PETERSBURG, Va. (WRIC) — The Virginia Department of Health is warning of a measles outbreak following the arrival of evacuees from Afghanistan. The CDC is also changing its guidance on how to care for individuals who recently evacuated.

In a letter to clinicians, the director of Crater District Health Departments, Dr. Alton Hart Jr., says VDH is aware of several confirmed cases of measles cases in evacuees.

“The CDC has determined that we need to consider all recent Afghan evacuees as exposed to measles,” the letter states.

Evacuees who are still staying at bases like, Fort Lee and Fort Pickett, are to quarantine there for 21 days as they get immunizations. Some evacuees have already been placed with family or hosts within the community.

Related coverage: Five measles cases linked to Afghan evacuation flights; no risk to those with MMR vaccine

Health leaders say the exposure is impacting local EMS agencies and hospitals.

Initial symptoms for measles are fever, cough, runny nose and watery eyes. Three to five days after initial symptoms, a rash will start and spread over the entire body.

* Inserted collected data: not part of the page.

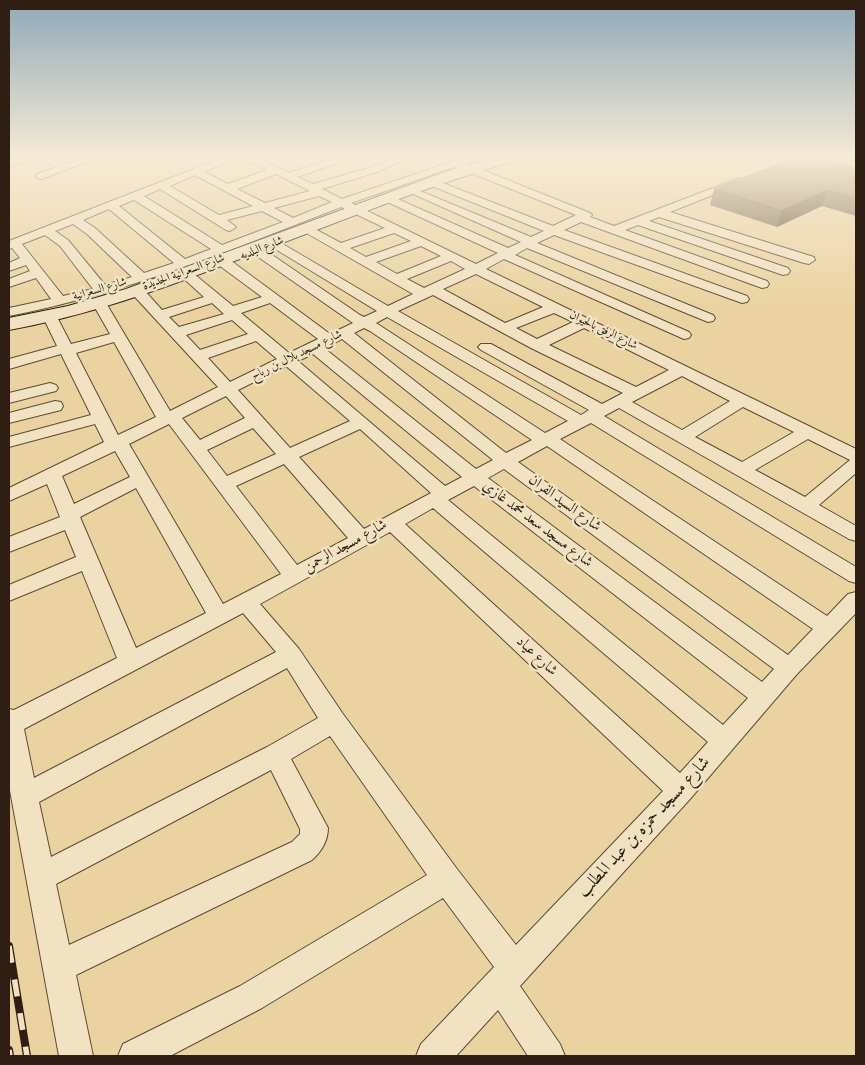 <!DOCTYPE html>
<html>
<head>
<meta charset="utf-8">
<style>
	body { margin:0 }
	#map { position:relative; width:865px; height:1065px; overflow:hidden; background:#ead3a1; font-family:Vollkorn,serif }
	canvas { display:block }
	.frame { position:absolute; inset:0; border:10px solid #2e1e13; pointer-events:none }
</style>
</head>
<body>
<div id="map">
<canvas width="865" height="1065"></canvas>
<div class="frame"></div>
</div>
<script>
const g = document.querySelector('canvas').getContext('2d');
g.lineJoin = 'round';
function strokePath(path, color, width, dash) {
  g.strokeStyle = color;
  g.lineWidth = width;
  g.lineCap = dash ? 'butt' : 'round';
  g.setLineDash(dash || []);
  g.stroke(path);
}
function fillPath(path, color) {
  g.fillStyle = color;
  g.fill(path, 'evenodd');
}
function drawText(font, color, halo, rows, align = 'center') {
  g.font = font + ' Vollkorn,Amiri,serif';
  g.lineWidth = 5;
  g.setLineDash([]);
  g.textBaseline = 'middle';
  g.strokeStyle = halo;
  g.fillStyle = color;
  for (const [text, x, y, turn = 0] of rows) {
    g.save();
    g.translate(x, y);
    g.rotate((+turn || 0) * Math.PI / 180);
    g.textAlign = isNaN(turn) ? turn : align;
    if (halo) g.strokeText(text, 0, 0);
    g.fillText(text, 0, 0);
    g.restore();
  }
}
const street = new Path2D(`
	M19,158H47L66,164L83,158H97L41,179L37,178L36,176L37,174L56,167L33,158L9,167V161Z
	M222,158H235L204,172L228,184L267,170L247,160L246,158H258L289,173L333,158H347L346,160L297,177L313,184L369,168L395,158H408L377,172L322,189L342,199L462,158H476L475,160L465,163L590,213L592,215L590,217L614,226L739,178L744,181L743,183L670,212L814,257L815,260L809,264L804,263L659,217L649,221L788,268L790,271L788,274L783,275L638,225L625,230L767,281L769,284L767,287L762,288L581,222L564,230L747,296L749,299L747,302L742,303L554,235L537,243L713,315L715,318L713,321L708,322L527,248L515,255L689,332L691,335L689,338L684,339L504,259L486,269L856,449V473L819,505L856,526V541L849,539L619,408L604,416L856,567V583L849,581L591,423L560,439L827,616L848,594L856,592V613L797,674L690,799L520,986L560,1044L565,1056H528L498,1010L456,1056H416L421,1044L494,967L443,898L262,1008L170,1056H118L123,1044L240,986L427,875L330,736L291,759L328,828C328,841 321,852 312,860L76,975L93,1056H59L9,785V709L14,710L117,658L82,571L9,601V585L76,557L65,530L9,552V537L60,517L47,484L9,501V488L104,442L95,424L9,447V437L91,415L61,354L9,369V359L57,346L44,319L46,316H56L58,319L71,344L110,334L94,306L101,302L106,303L170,411L218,387L135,297L133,294L135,291H145L162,310L204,297L182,277L189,273L194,274L233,306L262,297L220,266L219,263L220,260H230L330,334L353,323L254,254L252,251L254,248H262L360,315L364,317L377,311L272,247L270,244L276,240L388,306L413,294L303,231L309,227L313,228L341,243L385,228L341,207C230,250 127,293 9,316V308L51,299L36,278L9,287V279L30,271L26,265L9,271V263L20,258L12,248L9,249V241ZM456,166V167L576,215L553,226L435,180H427L426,182L427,184L544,231L531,237L413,188H405L404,190L521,242L508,248L391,196H383L381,198L383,200L498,253L476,264L351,203ZM276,174L310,191L265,203L237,189ZM195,175L253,206L219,215L170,186ZM160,189L226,230L230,231L236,227L227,220L262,211L283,222L222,245L144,196ZM319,196L332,202L293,218L274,208ZM134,200L211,249L185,259L119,206ZM109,209L174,263L144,273L95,228L83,220ZM73,224L87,234L132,277L105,285L68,240L55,231ZM394,233L411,241L366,257L350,248ZM45,235L60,246L93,289L63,296L22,244ZM421,246L441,256L397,274L376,262ZM451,261L465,269L424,288L407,279ZM476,274L543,307L505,323L443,289ZM433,295L531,348L623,393L602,404L491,344H481L478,347L481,350L589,410L581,415L398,311ZM212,303L224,314L179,327L169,317ZM270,303L318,339L289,353L241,313ZM554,313L573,322L537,339L516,328ZM387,317L568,421L545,433L376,323ZM232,320L248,334L200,350L186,335ZM364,328L370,331L532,440L506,453L354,333ZM584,328L669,370L636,387L549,345ZM342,339L493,460L476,469L324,348ZM256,341L277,359L230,382L208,358ZM114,342L156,417L118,435L76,353ZM313,354L462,477L445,486L298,361ZM286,366L350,421L290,448L238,390ZM682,376L730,401L682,430L632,402ZM226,396L245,418L200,440L182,418ZM743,407L794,432L742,462L695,437ZM169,424L281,574L223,604L129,444ZM253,428L276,454L227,476L207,450ZM360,429L431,493L364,529L299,457ZM808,439L850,460L805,497L755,470ZM547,446L813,629L788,655L518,462ZM115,451L130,477L74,504L62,476ZM284,464L348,538L297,565L236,486ZM504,469L774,669L762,682L488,478ZM474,486L748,698L723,725L448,500ZM136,488L206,613L136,648L80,517ZM433,508L708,742L680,773L405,524ZM390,532L663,791L516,945L457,869L343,714L299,649L260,604ZM243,613L276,652L34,778L24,729ZM287,668L318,718L267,747L51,857L39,802ZM271,770L300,829V834L292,842L69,945L56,884Z
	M50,383L56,385L58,388L56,391L9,403V393Z
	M55,401L61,402L63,406L61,410L9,423V413Z`);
const secondary = new Path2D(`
	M495,158H516L514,161C417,189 324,228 229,263C157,291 85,316 9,330V318L68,306L126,289L448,171Z
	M789,158H839L856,162V170C848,169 840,165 832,164C820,163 798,169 789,158Z`);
const rail = new Path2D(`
	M9,946L27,1056
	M9,1050L10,1056`);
const wall = new Path2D(`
	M856,167V216L822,206L777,227L710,205L714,189Z`);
const shadedWall = new Path2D(`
	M827,190L822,206L777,227L781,211Z`);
const building = new Path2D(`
	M796,158H818L856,167V177L852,179L856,180V199L827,190L781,211L714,189Z`);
const farStreetnames = [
	["شارع البلديه",262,249,-21],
	["شارع السعرانية الجديدة",184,273,-20],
	["شارع السعرانية",100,290,-16],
	["شارع الرفق بالحيوان",603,331,26],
	["شارع مسجد بلال بن رباح",297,356,-26]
];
const streetNames = [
	["شارع السيد الفران",564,504,36],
	["شارع مسجد سعد محمد غازي",537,525,37],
	["شارع مسجد الرحمن",346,547,-29],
	["شارع عياد",536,657,43]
];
const nearStreetnames = [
	["شارع مسجد حمزه بن عبد المطلب",645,828,-47]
];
strokePath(street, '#5d4b36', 2);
strokePath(secondary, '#2e1e13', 2);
fillPath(street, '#f1e2c2');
fillPath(secondary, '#f1e2c2');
strokePath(rail, '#2e1e13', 8);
strokePath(rail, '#f1e2c2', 5.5, [17]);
fillPath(wall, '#7c6b50');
fillPath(shadedWall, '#655741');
fillPath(building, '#907c5d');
strokePath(building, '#655741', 1);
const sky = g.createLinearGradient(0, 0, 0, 307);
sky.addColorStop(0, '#8fa8b8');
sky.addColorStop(0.51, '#f6ebd5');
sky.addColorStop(1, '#f6ebd500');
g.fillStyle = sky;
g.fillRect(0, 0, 865, 307);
drawText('12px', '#2e1e13', '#f1e2c2', farStreetnames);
drawText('15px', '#2e1e13', '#f1e2c2', streetNames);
drawText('18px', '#2e1e13', '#f1e2c2', nearStreetnames);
</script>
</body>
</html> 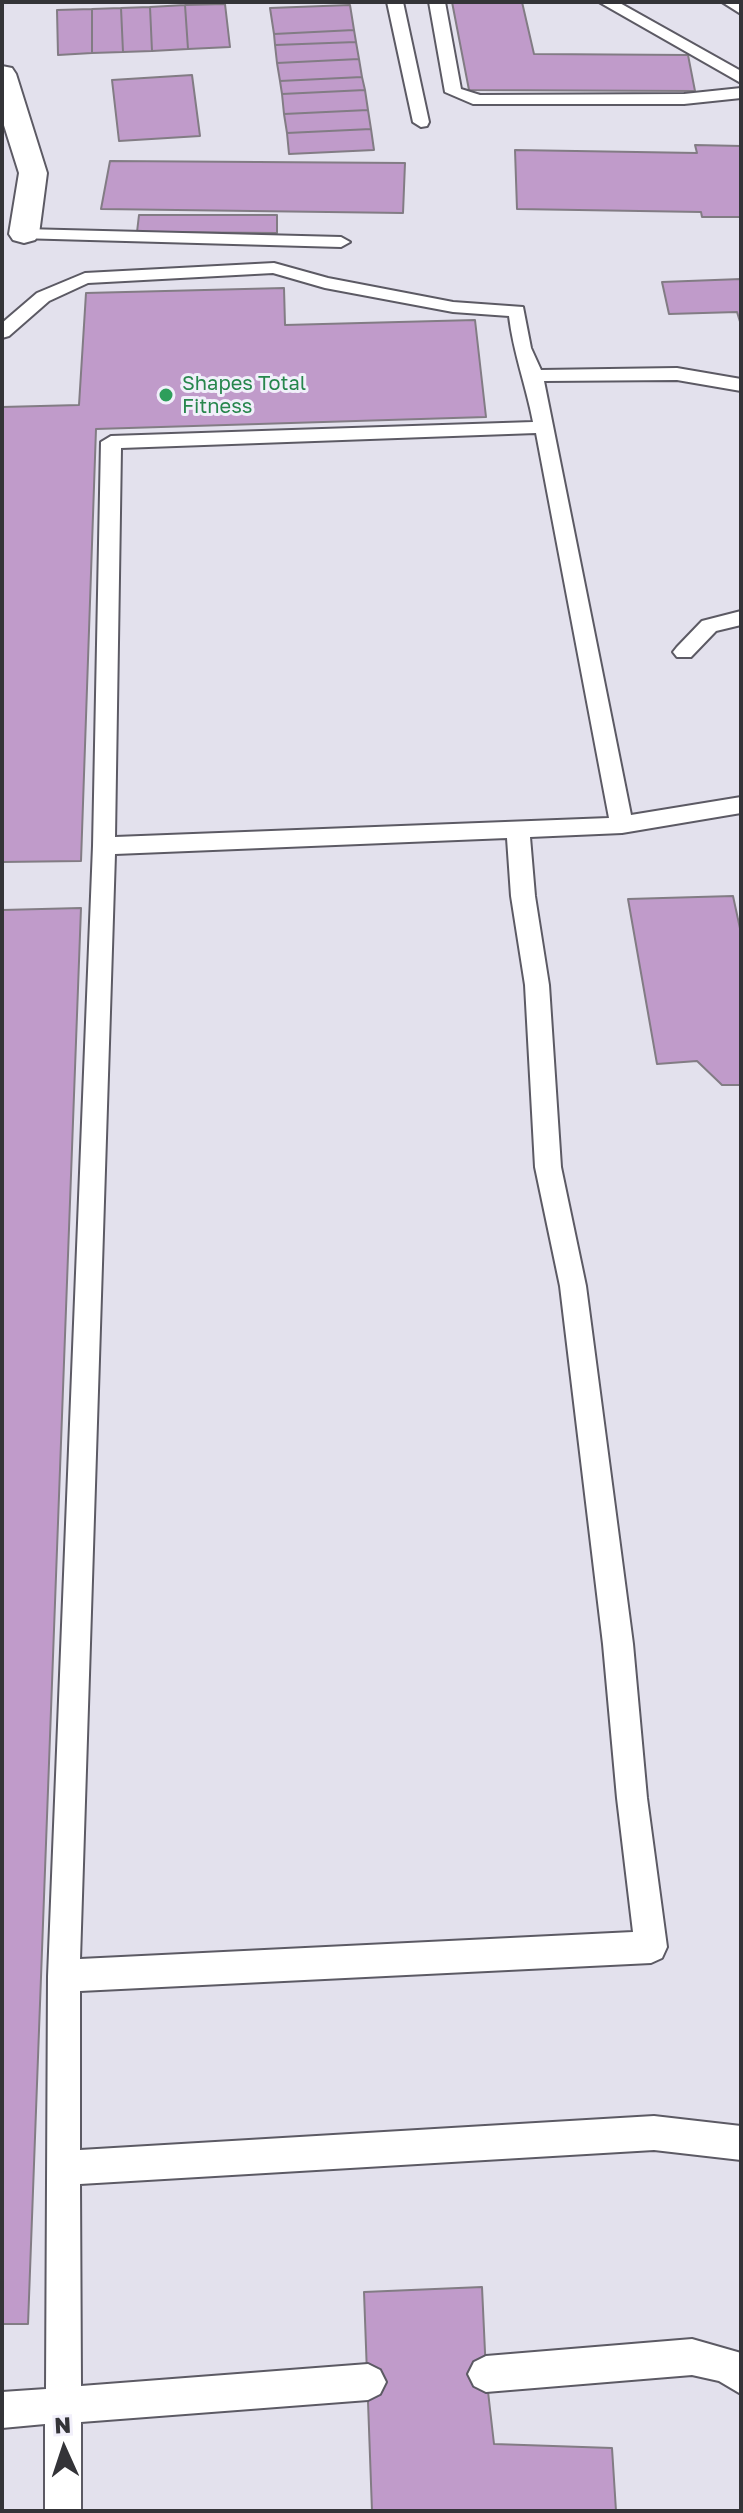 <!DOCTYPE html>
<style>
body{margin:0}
#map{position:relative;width:743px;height:2513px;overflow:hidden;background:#e3e1ed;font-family:"Golos Text",sans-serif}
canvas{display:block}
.frame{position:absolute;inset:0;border:4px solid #343438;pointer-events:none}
.north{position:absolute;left:24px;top:2409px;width:80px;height:80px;-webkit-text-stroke:6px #f1effa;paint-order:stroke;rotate:357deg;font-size:22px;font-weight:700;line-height:32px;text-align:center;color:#343438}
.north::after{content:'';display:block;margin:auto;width:28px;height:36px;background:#343438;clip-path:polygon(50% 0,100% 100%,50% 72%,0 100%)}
</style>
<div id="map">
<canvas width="743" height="2513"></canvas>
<div class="frame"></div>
<div class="north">N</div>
</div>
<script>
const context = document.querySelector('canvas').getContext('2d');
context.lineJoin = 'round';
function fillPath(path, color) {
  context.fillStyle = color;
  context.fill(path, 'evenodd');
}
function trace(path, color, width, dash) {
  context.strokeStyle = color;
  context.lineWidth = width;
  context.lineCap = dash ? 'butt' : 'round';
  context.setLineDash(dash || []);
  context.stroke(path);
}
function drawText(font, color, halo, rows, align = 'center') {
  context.font = font + ' "Golos Text",sans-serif';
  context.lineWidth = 6;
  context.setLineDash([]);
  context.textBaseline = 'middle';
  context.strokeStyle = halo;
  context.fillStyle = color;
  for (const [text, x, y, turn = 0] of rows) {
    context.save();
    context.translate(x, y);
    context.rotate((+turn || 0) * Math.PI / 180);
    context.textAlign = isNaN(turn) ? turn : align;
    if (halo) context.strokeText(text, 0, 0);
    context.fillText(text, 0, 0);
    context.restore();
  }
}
const building = new Path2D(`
 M452,2H522L534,54L688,55L695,91L469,90Z
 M225,4L230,47L188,49L185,5Z
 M185,5L188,49L152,51L150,7Z
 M350,5L354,30L274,34L270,8Z
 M150,7L152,51L123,52L121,8Z
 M121,8L123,52L92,53V9Z
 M92,9V53L58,55L57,10Z
 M354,30L356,42L275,45L274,34Z
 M356,42L359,59L277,63L275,45Z
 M359,59L362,77L280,81L277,63Z
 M192,75L200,136L119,141L112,80Z
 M362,77L365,90L282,94L280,81Z
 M365,90L368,110L284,114L282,94Z
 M368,110L371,129L287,133L284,114Z
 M371,129L374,150L289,154L287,133Z
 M695,145L741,146V217H702L701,212L517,209L515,150L697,153Z
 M110,161L405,163L403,213L101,209Z
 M139,215H277V233L137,232Z
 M741,279V325L737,312L669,314L662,282Z
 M284,288L285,325L475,320L486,417L96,429L81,861L2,862V407L79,405L86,293Z
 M733,896L741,933V1085H722L697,1061L657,1064L628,899Z
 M81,908L28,2324H2V910Z
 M482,2287L486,2374L494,2444L612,2448L616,2511H372L364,2292Z`);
fillPath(building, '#c09bca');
trace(building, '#827c84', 2);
const service = new Path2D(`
 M387,2H403L429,122L427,126L421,127L413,122Z
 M429,2H445L461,89L480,95L684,94L741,88V98L684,104H473L445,92Z
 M599,2H618L741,71V83Z
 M722,2H741V14Z
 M24,229L341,237L350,242L341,247L18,238L15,234L18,230Z
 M274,263L328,278L453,302L523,307L531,348L541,370L677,368L741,379V391L677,380L544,381L631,815L741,797V813L622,833L530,837L535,896L549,985L561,1167L586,1286L633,1644L647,1798L667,1947L662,1958L651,1963L80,1991V2150L654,2116L741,2126V2160L654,2150L80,2184L81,2386L368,2364L380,2370L386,2382L380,2394L368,2400L81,2422V2511H45V2424L2,2428V2392L46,2389L48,1976L93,846L101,442L111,436L533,422C526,385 513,352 509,316L453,312L325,288L273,273L88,283L49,301L9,336L2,338V323L37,293L85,273ZM536,433L609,818L115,837L121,448ZM507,838L511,896L525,985L535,1167L560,1286L603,1644L617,1798L633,1932L80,1959L115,854Z
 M741,611V625L716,631L691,657H677L673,652L677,647L702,621Z
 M692,2339L741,2353V2394L719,2381L692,2375L486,2392L474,2386L468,2374L474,2362L486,2356Z`);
const minor = new Path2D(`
 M2,66L12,68L16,74L47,173L39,234L35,240L24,243L13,240L9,234L19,173L2,119Z`);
trace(service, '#5c5a64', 4);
trace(minor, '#5c5a64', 4);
fillPath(service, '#fff');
fillPath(minor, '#fff');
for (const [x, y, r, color] of [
 [166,395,8,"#2e9e5b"]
]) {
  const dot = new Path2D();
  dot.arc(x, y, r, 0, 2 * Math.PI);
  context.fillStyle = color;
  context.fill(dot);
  trace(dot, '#f1effa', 3);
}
drawText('20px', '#27864d', '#f1effa', [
 ["Shapes Total",182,384],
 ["Fitness",182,407]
], 'left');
</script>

As of Monday, the CDC says they’ve been notified of 16 confirmed measles cases and four cases of mumps among Afghan nationals and U.S. citizens who recently arrived from Afghanistan.

All patients who have been confirmed with measles have been isolated and their contacts have been quarantined.

The agency is urging public health officials to continue to look for people with symptoms, isolate those with symptoms and contact their local and state health departments of any suspected cases.

Vigilance should be particularly enhanced at bases that are housing evacuees including Fort Pickett and Fort Lee.

Last week, the health department said the vast majority of Virginians are already immunized against the measles but say it’s important to be up to date on all your shots.